For thirty years, cartoonist Lynn Johnston made daily additions to what would become a monumental body of work: her newspaper comic strip, For Better or For Worse. Chronicling the daily lives of the middle-class suburbanite Patterson family — Elly and John and their children, Michael, Elizabeth, and April — Johnston's strip was ground-breaking in its adherence to narrative and emotional realism, and its refusal to engage in melodrama, superpowers, or anthropomorphic animals. As the syndicated strips appeared in daily newspapers throughout the 1980s, 1990s, and the first decade of the 2000s, these characters aged with their readers, and their trials and tribulations were the same as those of their readers: the daily struggles of work, family, school, and bureaucracy.
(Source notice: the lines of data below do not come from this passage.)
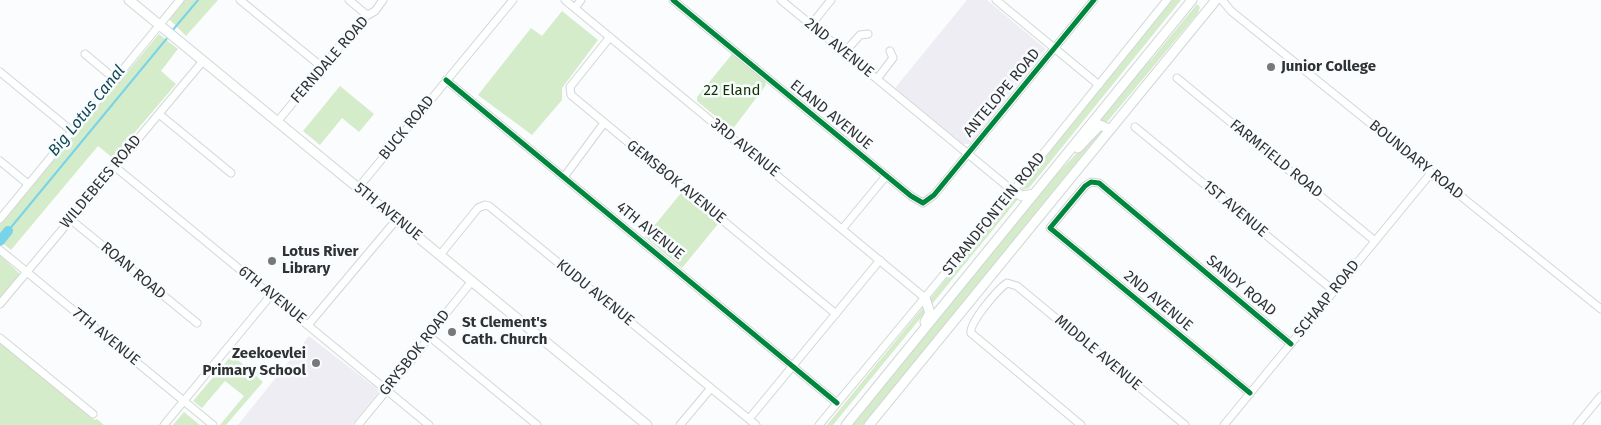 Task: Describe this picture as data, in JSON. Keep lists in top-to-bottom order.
{
  "streets": {
    "main road": ["5TH AVENUE", "STRANDFONTEIN ROAD"],
    "street": [
      "2ND AVENUE",
      "FERNDALE ROAD",
      "ANTELOPE ROAD",
      "ELAND AVENUE",
      "BUCK ROAD",
      "3RD AVENUE",
      "FARMFIELD ROAD",
      "BOUNDARY ROAD",
      "WILDEBEES ROAD",
      "GEMSBOK AVENUE",
      "1ST AVENUE",
      "4TH AVENUE",
      "ROAN ROAD",
      "SANDY ROAD",
      "KUDU AVENUE",
      "6TH AVENUE",
      "SCHAAP ROAD",
      "7TH AVENUE",
      "GRYSBOK ROAD",
      "MIDDLE AVENUE"
    ]
  },
  "crossings": [
    ["2ND AVENUE", "ANTELOPE ROAD"],
    ["2ND AVENUE", "ELAND AVENUE"],
    ["2ND AVENUE", "STRANDFONTEIN ROAD"],
    ["2ND AVENUE", "SANDY ROAD"],
    ["2ND AVENUE", "SCHAAP ROAD"],
    ["FERNDALE ROAD", "5TH AVENUE"],
    ["ANTELOPE ROAD", "ELAND AVENUE"],
    ["BUCK ROAD", "5TH AVENUE"],
    ["BUCK ROAD", "4TH AVENUE"],
    ["3RD AVENUE", "GEMSBOK AVENUE"],
    ["3RD AVENUE", "STRANDFONTEIN ROAD"],
    ["FARMFIELD ROAD", "SCHAAP ROAD"],
    ["BOUNDARY ROAD", "SCHAAP ROAD"],
    ["WILDEBEES ROAD", "5TH AVENUE"],
    ["WILDEBEES ROAD", "ROAN ROAD"],
    ["WILDEBEES ROAD", "6TH AVENUE"],
    ["WILDEBEES ROAD", "7TH AVENUE"],
    ["1ST AVENUE", "SCHAAP ROAD"],
    ["5TH AVENUE", "KUDU AVENUE"],
    ["5TH AVENUE", "GRYSBOK ROAD"],
    ["STRANDFONTEIN ROAD", "4TH AVENUE"],
    ["SANDY ROAD", "SCHAAP ROAD"],
    ["6TH AVENUE", "GRYSBOK ROAD"]
  ],
  "water": ["Big Lotus Canal"],
  "parks": ["22 Eland"],
  "places": [
    "Junior College",
    "Lotus River Library",
    "St Clement's Cath. Church",
    "Zeekoevlei Primary School"
  ]
}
Wildly funny and formally innovative, For Better or For Worse: The Comic Art of Lynn Johnston was published to coincide with an international touring exhibition of Lynn Johnston's work, organized by the Art Gallery of Sudbury. The book features some of Johnston's most popular narratives, interspersed with an essay that chronicles the development of her drawing, her life, influences both personal and artistic, and the history of her wildly successful comic strip. This book also gathers together a generous selection of Lynn Johnston's daily comic strips and Sunday pages, spanning the lives of the Patterson family.
Whether readers are new to Johnston's work or old fans returning once again, they'll find this book to be a rich treasury of For Better or For Worse.